Pro-democracy protesters clashed with police in Bangkok yesterday, leading to injuries and arrests as activists attempted to reach the residence of PM Prayut Chan-o-cha. At least 33 people were injured, including 23 police officers. The clashes happened in front of 1st Infantry Regiment barracks, King’s Guard on Vibhavadi Rangsit Road and involved around 1,500 activists from REDEM (Restart Democracy), part of the Free Youth group. The group has been protesting against the government and calling for reform of the monarchy since protests began in July of last year.

Yesterday, the Metropolitan Police Bureau deployed over 2,000 riot police, with barricades erected to prevent protesters reaching the PM’s home. The Bangkok Post reports that at around 6.30pm, activists clashed with police.

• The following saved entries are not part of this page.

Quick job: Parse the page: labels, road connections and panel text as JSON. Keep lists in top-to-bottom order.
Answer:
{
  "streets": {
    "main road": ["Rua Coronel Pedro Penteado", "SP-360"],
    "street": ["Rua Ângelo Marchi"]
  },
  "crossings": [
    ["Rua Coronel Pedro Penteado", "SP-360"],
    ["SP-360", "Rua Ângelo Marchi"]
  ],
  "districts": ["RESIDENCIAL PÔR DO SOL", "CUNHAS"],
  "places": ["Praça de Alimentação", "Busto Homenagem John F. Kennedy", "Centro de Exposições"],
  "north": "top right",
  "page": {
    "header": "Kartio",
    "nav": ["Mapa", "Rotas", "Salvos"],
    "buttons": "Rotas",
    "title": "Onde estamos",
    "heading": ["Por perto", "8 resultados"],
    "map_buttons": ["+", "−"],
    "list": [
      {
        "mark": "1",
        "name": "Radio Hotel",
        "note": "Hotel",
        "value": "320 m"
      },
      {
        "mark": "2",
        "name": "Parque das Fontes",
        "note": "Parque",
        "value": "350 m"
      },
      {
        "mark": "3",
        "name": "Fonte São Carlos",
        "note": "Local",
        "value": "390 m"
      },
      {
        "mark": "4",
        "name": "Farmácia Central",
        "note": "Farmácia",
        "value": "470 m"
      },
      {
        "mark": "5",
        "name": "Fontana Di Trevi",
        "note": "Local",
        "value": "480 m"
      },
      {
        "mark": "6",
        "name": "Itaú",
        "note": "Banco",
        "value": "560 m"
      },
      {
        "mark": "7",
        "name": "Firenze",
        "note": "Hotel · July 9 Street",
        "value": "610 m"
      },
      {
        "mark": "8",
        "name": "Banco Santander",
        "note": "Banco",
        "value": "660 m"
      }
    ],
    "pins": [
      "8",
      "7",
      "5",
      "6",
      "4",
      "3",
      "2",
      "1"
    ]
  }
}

Officers deployed tear gas and water cannon and allegedly used rubber bullets as protesters threw objects their way.

Piya Tawichai from the MPB has denied that police used tear gas or water cannon, accusing protesters of instigating violence by using weapons and vandalising government property. Thai PBS World reports that yesterday’s demonstration was the most violent anti-government protest in recent weeks. Protesters’ demands include the PM’s resignation and reform of the monarchy.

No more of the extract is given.